Apple was on the brink of total collapse because they were totally all over the map with their marketing and products.

They were also hemorrhaging money and taking a beating at the hands of Microsoft.

Apple was in desperate need of a savior.

Enter Steve Jobs

When Jobs returned to the company in 1997, the skeptical public couldn’t help but wonder if the damage Apple has done to themselves was beyond repair.

Jobs’ first move as returning CEO was to slash Apple’s product line.

The company was selling a dozen version of the same computer in an attempt to appease retailers.

However, Jobs noted that trying to cover so much ground did nothing but confuse the bejesus out of consumers.

So he reduced their product line to four machines:

  • A desktop and laptop for professionals.
  • A desktop and laptop for consumers.


That’s it.

In Jobs’ own words:

“Deciding what not to do is as important as deciding what to do.”

Apple also stopped licensing out its hardware or software:

Everything with the Apple logo on it was strictly theirs moving forward.

They took back control.

The emphasis on control and fewer core products was instrumental in Apple’s resurgence.

The company managed to hone on what they were good at, eventually resulting in a slew of groundbreaking products such as the iMac, iPod, and iPad.

Oh, and a little thing called the iPhone.

Ever heard of it?

The key takeaway from Apple’s tale is pretty straightforward…

If you’re a marketer, you MUST focus!

That is, focus on what you’re good at versus trying to appease everyone.

When you’re focused, quality goes up.

It’s easier to innovate when you’re not stretched so thin and can effectively manage your resources.

Another story.

In 2006, Nike was facing a slump and the CEO called Job for help.

His response was pure gold:

“Nike makes some of the best products in the world.
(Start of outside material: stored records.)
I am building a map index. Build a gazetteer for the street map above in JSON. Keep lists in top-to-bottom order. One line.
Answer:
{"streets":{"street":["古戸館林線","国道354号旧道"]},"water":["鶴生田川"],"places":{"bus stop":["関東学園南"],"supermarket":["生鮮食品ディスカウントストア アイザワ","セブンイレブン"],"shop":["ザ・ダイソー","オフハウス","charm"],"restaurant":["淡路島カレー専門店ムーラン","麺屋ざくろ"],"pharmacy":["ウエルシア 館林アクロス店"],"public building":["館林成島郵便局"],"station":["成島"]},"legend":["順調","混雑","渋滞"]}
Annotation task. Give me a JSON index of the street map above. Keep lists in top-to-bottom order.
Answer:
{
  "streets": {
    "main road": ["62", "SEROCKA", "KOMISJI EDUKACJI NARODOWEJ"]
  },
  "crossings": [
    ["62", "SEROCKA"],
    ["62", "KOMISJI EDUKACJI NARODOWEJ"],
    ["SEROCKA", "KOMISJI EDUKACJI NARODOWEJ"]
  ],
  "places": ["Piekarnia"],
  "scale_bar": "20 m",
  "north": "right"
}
Products that you lust after. But you also make a lot of crap. Just get rid of the crappy stuff and focus on the good stuff.”


Cut the crap.


So what are your strengths?

What can you do today that’s going to translate into sales ASAP?

Those are the questions you need you ask yourself in order to find your  focus.
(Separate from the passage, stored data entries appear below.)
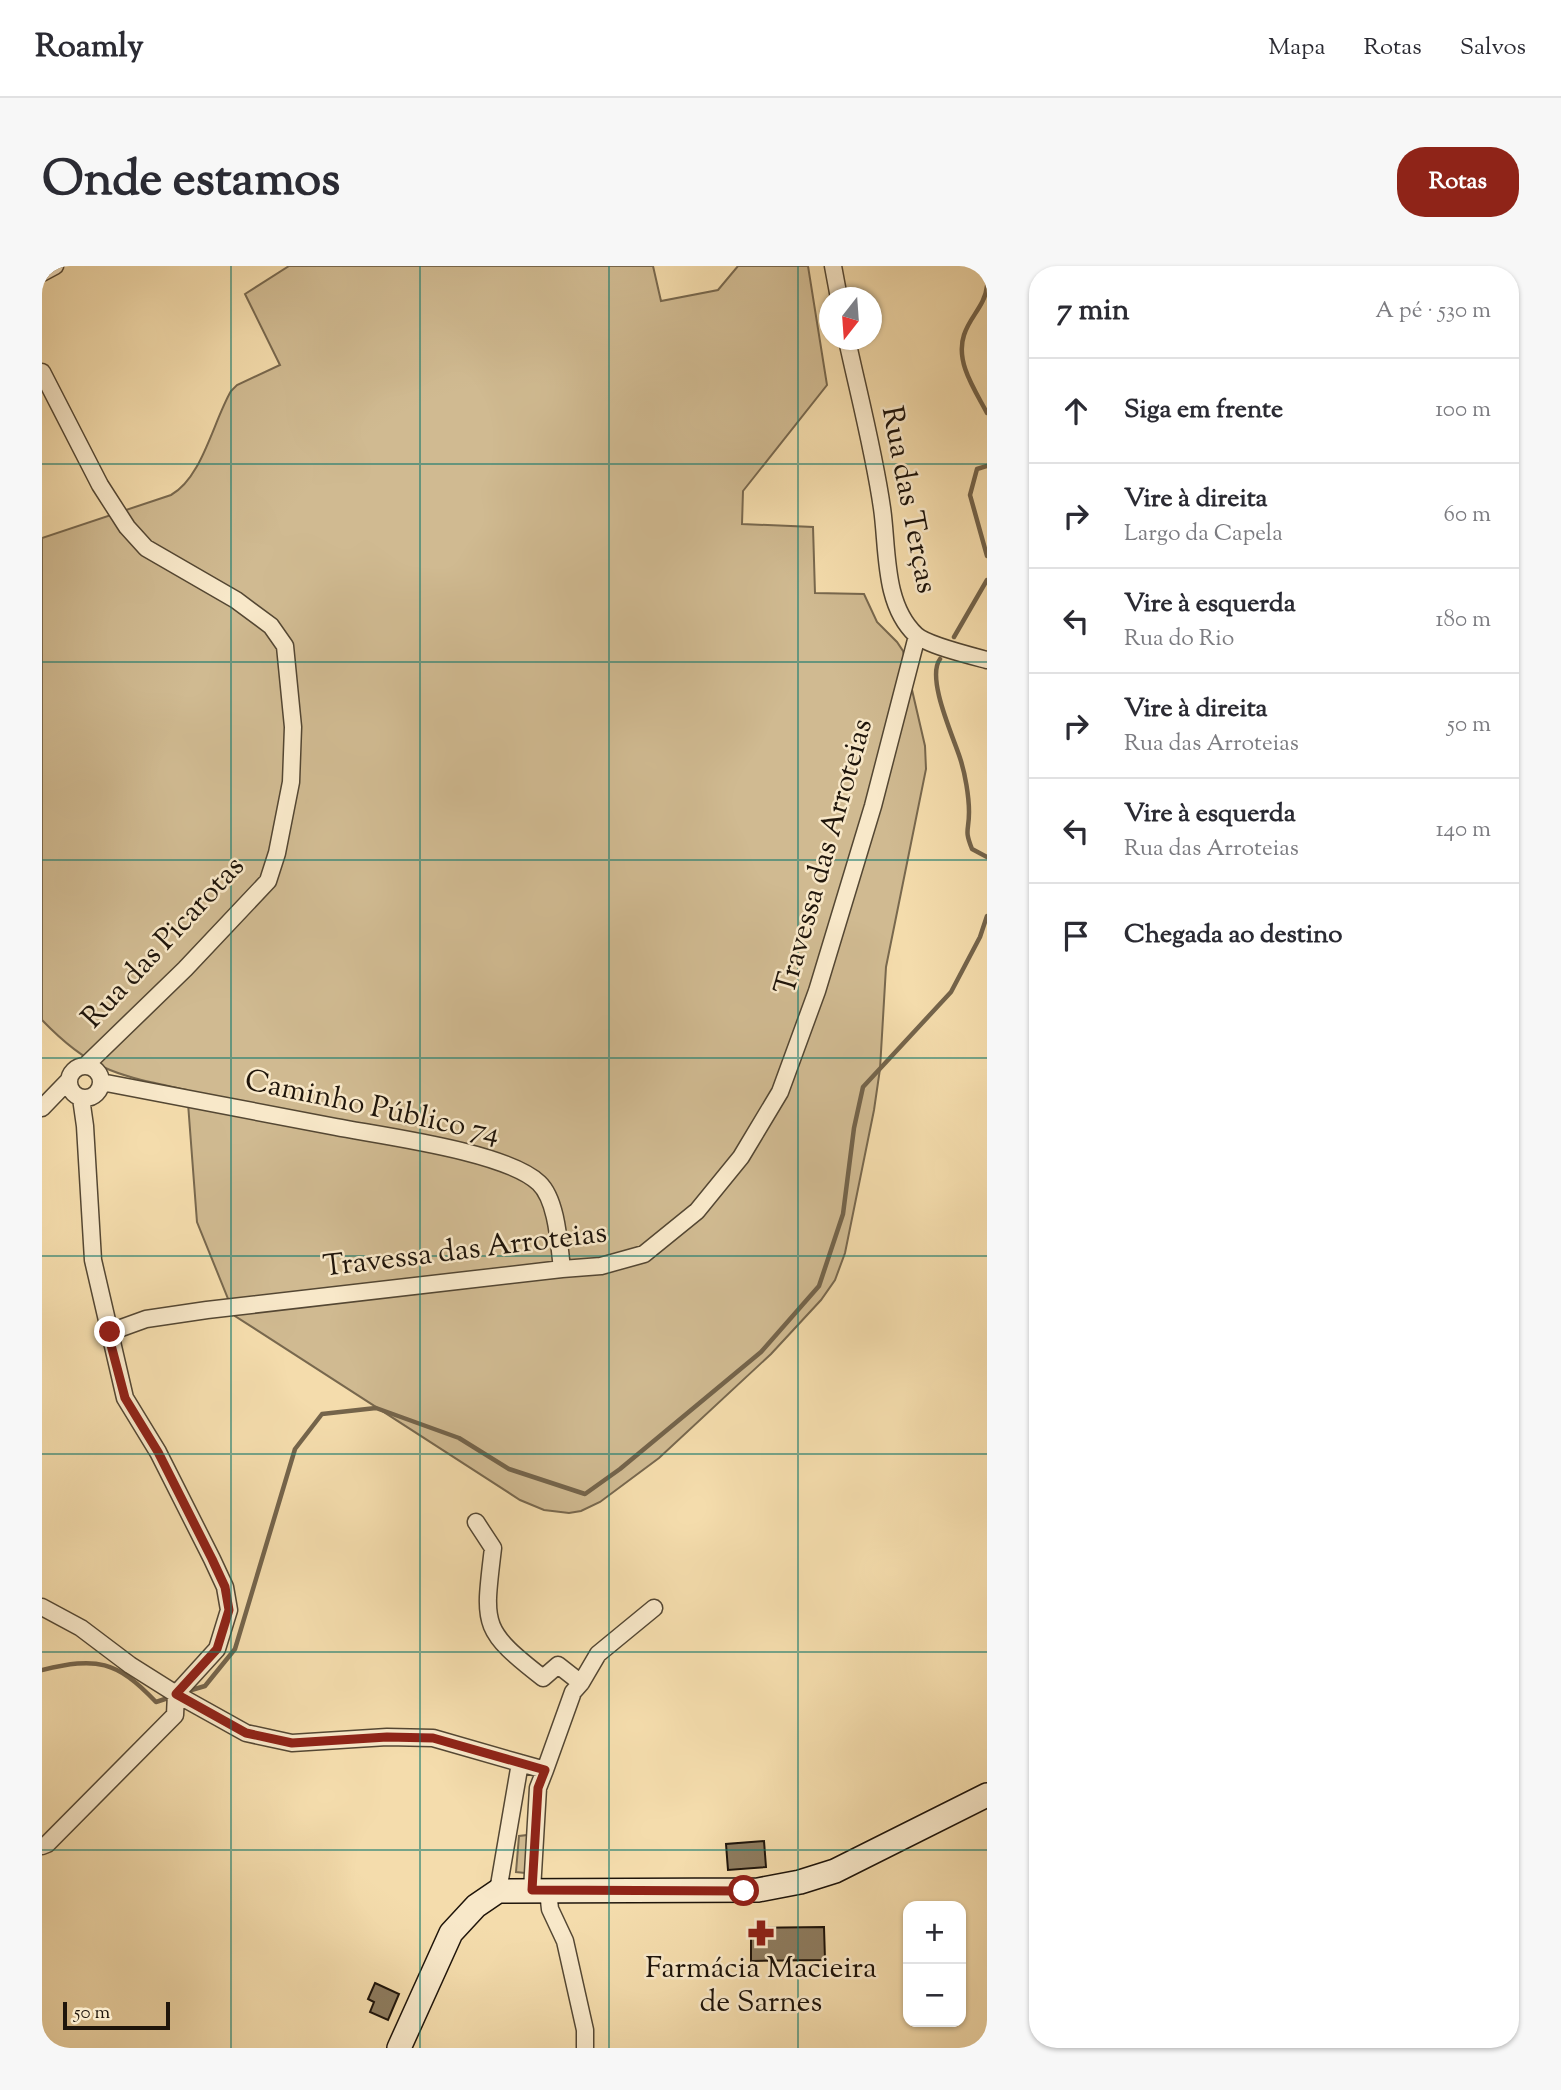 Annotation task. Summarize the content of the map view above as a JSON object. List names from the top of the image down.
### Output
{
  "streets": {
    "street": [
      "Rua das Terças",
      "Travessa das Arroteias",
      "Rua das Picarotas",
      "Caminho Público 74"
    ]
  },
  "crossings": [
    ["Rua das Terças", "Travessa das Arroteias"],
    ["Travessa das Arroteias", "Caminho Público 74"],
    ["Rua das Picarotas", "Caminho Público 74"]
  ],
  "places": {
    "pharmacy": ["Farmácia Macieira de Sarnes"]
  },
  "scale_bar": "50 m",
  "north": "bottom",
  "page": {
    "header": "Roamly",
    "nav": ["Mapa", "Rotas", "Salvos"],
    "title": "Onde estamos",
    "buttons": "Rotas",
    "heading": ["7 min", "A pé · 530 m"],
    "list": [
      ["Siga em frente", "100 m"],
      ["Vire à direita", "Largo da Capela", "60 m"],
      ["Vire à esquerda", "Rua do Rio", "180 m"],
      ["Vire à direita", "Rua das Arroteias", "50 m"],
      ["Vire à esquerda", "Rua das Arroteias", "140 m"],
      "Chegada ao destino"
    ],
    "map_buttons": ["+", "−"],
    "scale": "50 m"
  }
}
Because when you focus, good things happen.

What “focus” really means for marketers today

Chances are you’re feeling pulled in a million different directions in regard to what you should be doing on any given day, right?
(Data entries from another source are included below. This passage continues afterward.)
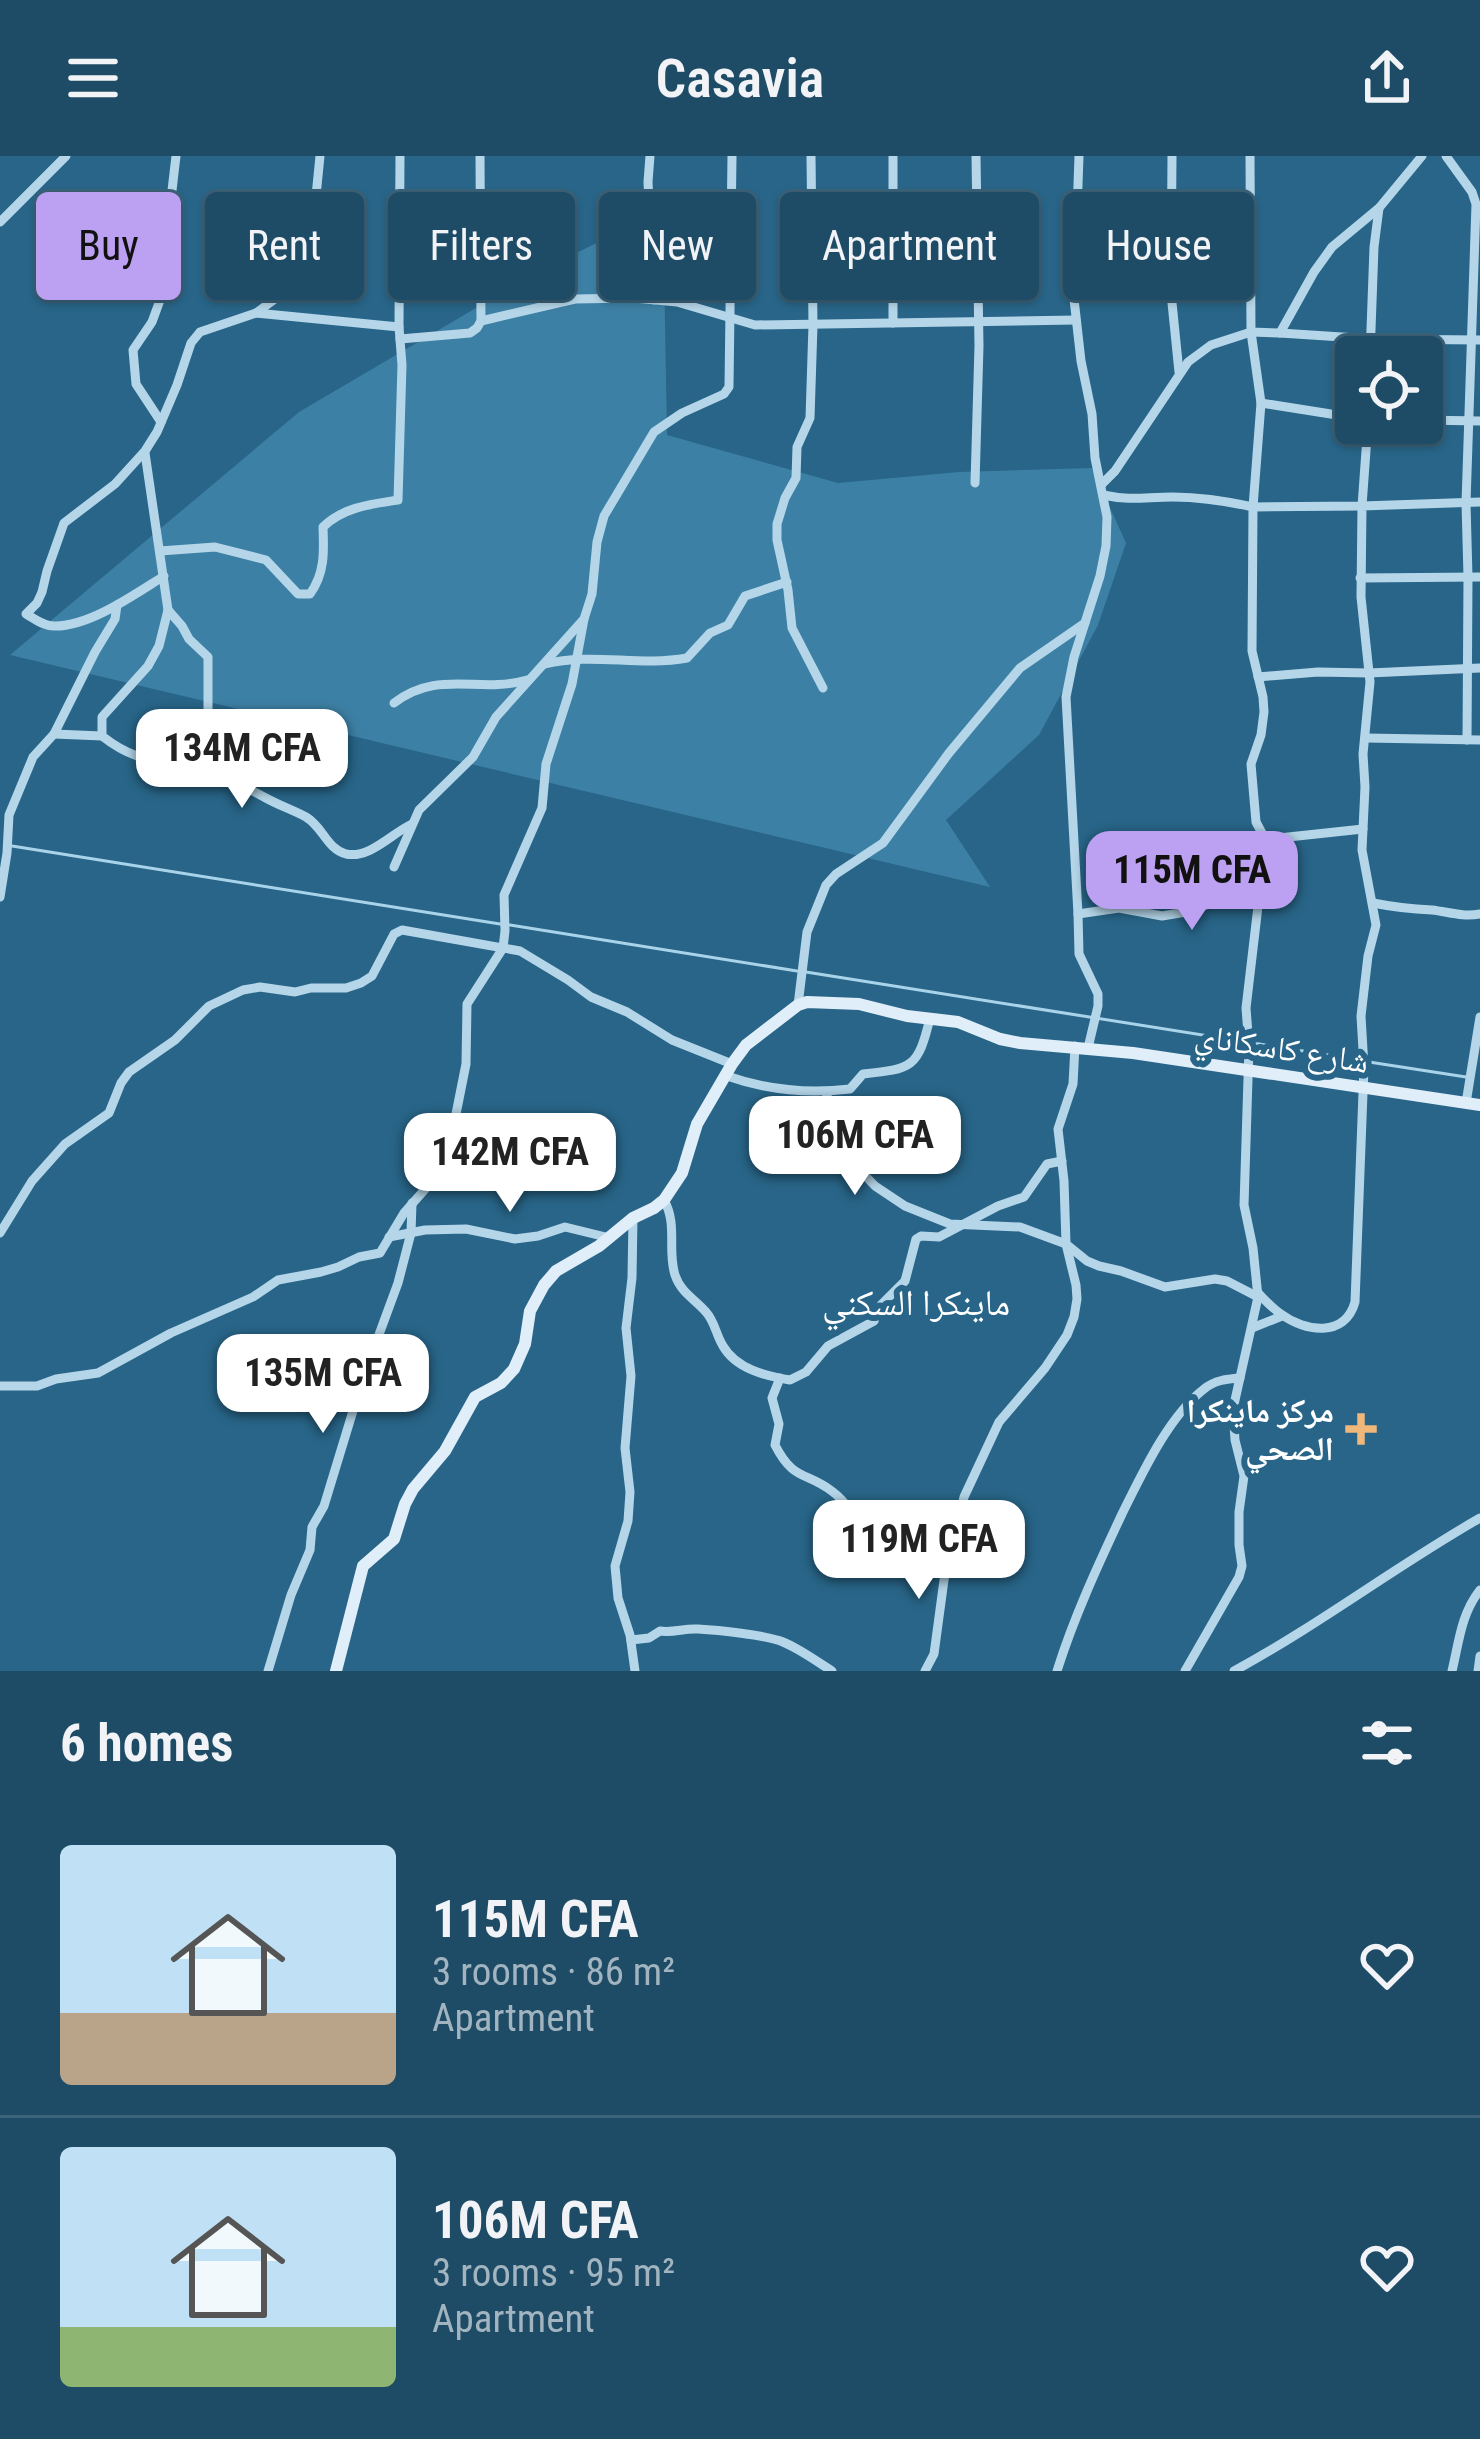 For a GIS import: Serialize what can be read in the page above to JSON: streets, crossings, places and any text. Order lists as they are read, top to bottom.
{
  "streets": {
    "street": ["شارع كاسكاناي"]
  },
  "districts": ["ماينكرا السكني"],
  "places": {
    "health": ["مركز ماينكرا الصحي"]
  },
  "page": {
    "header": "Casavia",
    "chip": [
      "Buy",
      "Rent",
      "Filters",
      "New",
      "Apartment",
      "House"
    ],
    "price": [
      "134M CFA",
      "115M CFA",
      "106M CFA",
      "142M CFA",
      "135M CFA",
      "119M CFA"
    ],
    "heading": "6 homes",
    "list": [
      {
        "name": "115M CFA",
        "note": "3 rooms · 86 m² · Apartment"
      },
      {
        "name": "106M CFA",
        "note": "3 rooms · 95 m² · Apartment"
      }
    ]
  }
}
Ads. Blog posts. Social media. Emails. Webinars. Videos. Live broadcasts.

The list goes on.

All of these channels have the potential to be effective.

Now you’ve got to decide what to do.

And what not to do.

Because you can’t do it all without spreading yourself too thin.

So focus on your strengths (and ignore the rest).

  • If you’re comfortable with the written word, gravitate towards blogging.
  • And if you’re not shy in front of the camera, go “all in” with Live broadcasts.
  • If you love the sound of your own voice (which is a rare quality if there ever was one), start podcasting.
  • If you’re a Facebookaholic, then make sure you get paid by your addiction!

As long as you’re single-mindedly focused on honing a single skillset, you’re golden.

However, there’s another aspect of focusing that many marketers seem to miss.

The dangers of unfocused marketing

Not only do you need to hone in on your strengths and the marketing opportunities that make the most sense, but you also need to market yourself in such a way that you don’t overwhelm your audience with choices.

I was ironically reminded of this when I stepped into the Apple store recently.

While I went in knowing exactly what I wanted, I couldn’t help but overhearing conversations between patrons and employees.

What’s the difference between the iPad, iPad Pro, and iPad Air?


What’s the difference between the MacBook Air, MacBook, and 13″ MacBook Pro, non-Touch Bar?


Also, what’s the difference between the iPhone X, iPhone 8, iPhone 7, iPhone 6s, and iPhone SE?


Wait, so why would I want an Apple Watch too?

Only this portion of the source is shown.